» INSTRUCTIONS FOR THE TASK
What is needed is an exact copy of the whole listing below, with no pictures.

» SOURCE MATERIAL
★ ★ ★

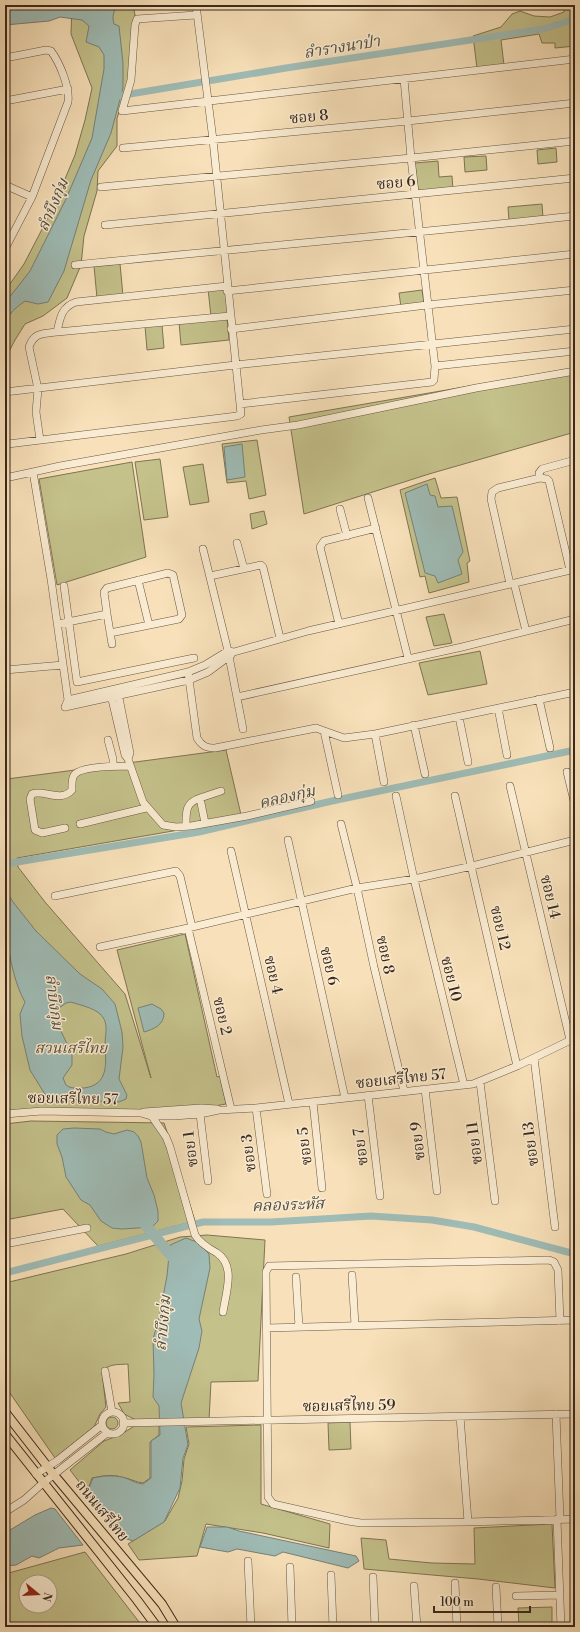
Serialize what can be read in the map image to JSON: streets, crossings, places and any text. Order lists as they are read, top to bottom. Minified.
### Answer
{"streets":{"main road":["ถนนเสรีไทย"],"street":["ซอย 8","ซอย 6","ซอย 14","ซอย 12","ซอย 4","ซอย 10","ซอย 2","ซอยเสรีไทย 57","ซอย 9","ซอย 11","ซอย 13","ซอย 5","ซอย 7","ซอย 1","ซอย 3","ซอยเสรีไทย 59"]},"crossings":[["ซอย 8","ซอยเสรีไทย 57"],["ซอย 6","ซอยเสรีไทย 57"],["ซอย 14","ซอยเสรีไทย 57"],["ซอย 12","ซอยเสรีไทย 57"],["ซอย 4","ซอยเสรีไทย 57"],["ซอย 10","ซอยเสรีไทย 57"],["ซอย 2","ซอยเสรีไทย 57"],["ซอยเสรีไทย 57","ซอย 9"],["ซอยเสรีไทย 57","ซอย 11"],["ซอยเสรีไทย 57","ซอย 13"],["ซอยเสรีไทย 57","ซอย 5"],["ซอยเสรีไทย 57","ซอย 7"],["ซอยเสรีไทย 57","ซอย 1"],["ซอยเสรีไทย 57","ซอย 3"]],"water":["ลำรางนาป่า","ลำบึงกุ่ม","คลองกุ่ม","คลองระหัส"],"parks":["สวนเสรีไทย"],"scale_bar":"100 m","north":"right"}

★ ★ ★

» RESPONSE BOX
Serialize what can be read in the map image to JSON: streets, crossings, places and any text. Order lists as they are read, top to bottom. Minified.
### Answer
{"streets":{"main road":["ถนนเสรีไทย"],"street":["ซอย 8","ซอย 6","ซอย 14","ซอย 12","ซอย 4","ซอย 10","ซอย 2","ซอยเสรีไทย 57","ซอย 9","ซอย 11","ซอย 13","ซอย 5","ซอย 7","ซอย 1","ซอย 3","ซอยเสรีไทย 59"]},"crossings":[["ซอย 8","ซอยเสรีไทย 57"],["ซอย 6","ซอยเสรีไทย 57"],["ซอย 14","ซอยเสรีไทย 57"],["ซอย 12","ซอยเสรีไทย 57"],["ซอย 4","ซอยเสรีไทย 57"],["ซอย 10","ซอยเสรีไทย 57"],["ซอย 2","ซอยเสรีไทย 57"],["ซอยเสรีไทย 57","ซอย 9"],["ซอยเสรีไทย 57","ซอย 11"],["ซอยเสรีไทย 57","ซอย 13"],["ซอยเสรีไทย 57","ซอย 5"],["ซอยเสรีไทย 57","ซอย 7"],["ซอยเสรีไทย 57","ซอย 1"],["ซอยเสรีไทย 57","ซอย 3"]],"water":["ลำรางนาป่า","ลำบึงกุ่ม","คลองกุ่ม","คลองระหัส"],"parks":["สวนเสรีไทย"],"scale_bar":"100 m","north":"right"}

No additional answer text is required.